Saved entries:

________

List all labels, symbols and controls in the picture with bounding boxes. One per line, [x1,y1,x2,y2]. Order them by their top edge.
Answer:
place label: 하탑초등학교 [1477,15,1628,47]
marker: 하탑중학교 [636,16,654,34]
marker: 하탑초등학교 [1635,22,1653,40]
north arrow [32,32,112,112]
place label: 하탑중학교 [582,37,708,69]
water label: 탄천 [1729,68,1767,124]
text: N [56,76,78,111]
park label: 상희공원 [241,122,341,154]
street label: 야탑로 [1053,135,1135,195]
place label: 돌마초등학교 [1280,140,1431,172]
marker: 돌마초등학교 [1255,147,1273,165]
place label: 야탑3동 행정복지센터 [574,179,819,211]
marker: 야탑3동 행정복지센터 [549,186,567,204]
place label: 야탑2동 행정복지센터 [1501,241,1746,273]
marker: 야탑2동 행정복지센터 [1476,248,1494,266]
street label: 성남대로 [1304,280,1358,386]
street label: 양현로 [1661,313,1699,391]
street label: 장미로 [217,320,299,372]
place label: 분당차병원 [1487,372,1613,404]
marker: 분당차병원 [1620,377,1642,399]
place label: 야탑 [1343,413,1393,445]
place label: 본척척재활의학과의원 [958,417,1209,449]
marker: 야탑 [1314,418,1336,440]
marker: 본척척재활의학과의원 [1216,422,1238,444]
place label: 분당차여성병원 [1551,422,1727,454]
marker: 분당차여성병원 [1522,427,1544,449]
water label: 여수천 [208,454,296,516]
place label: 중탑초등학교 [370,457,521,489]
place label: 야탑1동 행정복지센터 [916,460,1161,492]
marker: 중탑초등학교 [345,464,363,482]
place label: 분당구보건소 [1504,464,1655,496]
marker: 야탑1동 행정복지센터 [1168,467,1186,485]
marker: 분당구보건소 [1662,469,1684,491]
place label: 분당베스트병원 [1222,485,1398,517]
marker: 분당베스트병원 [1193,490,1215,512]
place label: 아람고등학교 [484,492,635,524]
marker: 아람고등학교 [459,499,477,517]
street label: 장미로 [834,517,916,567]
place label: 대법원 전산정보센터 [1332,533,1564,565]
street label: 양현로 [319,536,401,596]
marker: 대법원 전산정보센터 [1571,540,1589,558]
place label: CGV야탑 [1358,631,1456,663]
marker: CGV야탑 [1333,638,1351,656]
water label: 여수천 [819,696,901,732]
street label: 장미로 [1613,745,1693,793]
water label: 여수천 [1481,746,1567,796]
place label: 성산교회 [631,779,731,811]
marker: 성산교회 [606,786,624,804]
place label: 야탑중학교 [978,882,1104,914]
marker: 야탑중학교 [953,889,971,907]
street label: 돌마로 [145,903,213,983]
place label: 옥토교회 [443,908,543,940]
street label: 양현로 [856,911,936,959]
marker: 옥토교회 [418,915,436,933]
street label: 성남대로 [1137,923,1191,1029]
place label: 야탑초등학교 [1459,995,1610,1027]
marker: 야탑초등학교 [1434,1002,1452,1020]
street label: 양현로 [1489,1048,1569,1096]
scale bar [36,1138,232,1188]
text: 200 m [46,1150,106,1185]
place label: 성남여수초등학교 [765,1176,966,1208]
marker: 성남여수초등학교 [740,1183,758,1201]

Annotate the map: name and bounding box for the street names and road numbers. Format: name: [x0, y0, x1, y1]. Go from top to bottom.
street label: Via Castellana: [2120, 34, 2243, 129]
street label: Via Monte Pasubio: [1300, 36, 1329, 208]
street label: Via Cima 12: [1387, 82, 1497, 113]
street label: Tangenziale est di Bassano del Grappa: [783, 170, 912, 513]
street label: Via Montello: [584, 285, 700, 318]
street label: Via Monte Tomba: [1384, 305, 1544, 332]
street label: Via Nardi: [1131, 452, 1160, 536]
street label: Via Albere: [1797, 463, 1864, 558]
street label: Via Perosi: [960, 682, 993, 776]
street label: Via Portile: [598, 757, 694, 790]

________

The expected output is every record, repeated exactly.

> _Response to this exercise_
List all labels, symbols and controls in the picture with bounding boxes. One per line, [x1,y1,x2,y2]. Order them by their top edge.
Answer:
place label: 하탑초등학교 [1477,15,1628,47]
marker: 하탑중학교 [636,16,654,34]
marker: 하탑초등학교 [1635,22,1653,40]
north arrow [32,32,112,112]
place label: 하탑중학교 [582,37,708,69]
water label: 탄천 [1729,68,1767,124]
text: N [56,76,78,111]
park label: 상희공원 [241,122,341,154]
street label: 야탑로 [1053,135,1135,195]
place label: 돌마초등학교 [1280,140,1431,172]
marker: 돌마초등학교 [1255,147,1273,165]
place label: 야탑3동 행정복지센터 [574,179,819,211]
marker: 야탑3동 행정복지센터 [549,186,567,204]
place label: 야탑2동 행정복지센터 [1501,241,1746,273]
marker: 야탑2동 행정복지센터 [1476,248,1494,266]
street label: 성남대로 [1304,280,1358,386]
street label: 양현로 [1661,313,1699,391]
street label: 장미로 [217,320,299,372]
place label: 분당차병원 [1487,372,1613,404]
marker: 분당차병원 [1620,377,1642,399]
place label: 야탑 [1343,413,1393,445]
place label: 본척척재활의학과의원 [958,417,1209,449]
marker: 야탑 [1314,418,1336,440]
marker: 본척척재활의학과의원 [1216,422,1238,444]
place label: 분당차여성병원 [1551,422,1727,454]
marker: 분당차여성병원 [1522,427,1544,449]
water label: 여수천 [208,454,296,516]
place label: 중탑초등학교 [370,457,521,489]
place label: 야탑1동 행정복지센터 [916,460,1161,492]
marker: 중탑초등학교 [345,464,363,482]
place label: 분당구보건소 [1504,464,1655,496]
marker: 야탑1동 행정복지센터 [1168,467,1186,485]
marker: 분당구보건소 [1662,469,1684,491]
place label: 분당베스트병원 [1222,485,1398,517]
marker: 분당베스트병원 [1193,490,1215,512]
place label: 아람고등학교 [484,492,635,524]
marker: 아람고등학교 [459,499,477,517]
street label: 장미로 [834,517,916,567]
place label: 대법원 전산정보센터 [1332,533,1564,565]
street label: 양현로 [319,536,401,596]
marker: 대법원 전산정보센터 [1571,540,1589,558]
place label: CGV야탑 [1358,631,1456,663]
marker: CGV야탑 [1333,638,1351,656]
water label: 여수천 [819,696,901,732]
street label: 장미로 [1613,745,1693,793]
water label: 여수천 [1481,746,1567,796]
place label: 성산교회 [631,779,731,811]
marker: 성산교회 [606,786,624,804]
place label: 야탑중학교 [978,882,1104,914]
marker: 야탑중학교 [953,889,971,907]
street label: 돌마로 [145,903,213,983]
place label: 옥토교회 [443,908,543,940]
street label: 양현로 [856,911,936,959]
marker: 옥토교회 [418,915,436,933]
street label: 성남대로 [1137,923,1191,1029]
place label: 야탑초등학교 [1459,995,1610,1027]
marker: 야탑초등학교 [1434,1002,1452,1020]
street label: 양현로 [1489,1048,1569,1096]
scale bar [36,1138,232,1188]
text: 200 m [46,1150,106,1185]
place label: 성남여수초등학교 [765,1176,966,1208]
marker: 성남여수초등학교 [740,1183,758,1201]

Annotate the map: name and bounding box for the street names and road numbers. Format: name: [x0, y0, x1, y1]. Go from top to bottom.
street label: Via Castellana: [2120, 34, 2243, 129]
street label: Via Monte Pasubio: [1300, 36, 1329, 208]
street label: Via Cima 12: [1387, 82, 1497, 113]
street label: Tangenziale est di Bassano del Grappa: [783, 170, 912, 513]
street label: Via Montello: [584, 285, 700, 318]
street label: Via Monte Tomba: [1384, 305, 1544, 332]
street label: Via Nardi: [1131, 452, 1160, 536]
street label: Via Albere: [1797, 463, 1864, 558]
street label: Via Perosi: [960, 682, 993, 776]
street label: Via Portile: [598, 757, 694, 790]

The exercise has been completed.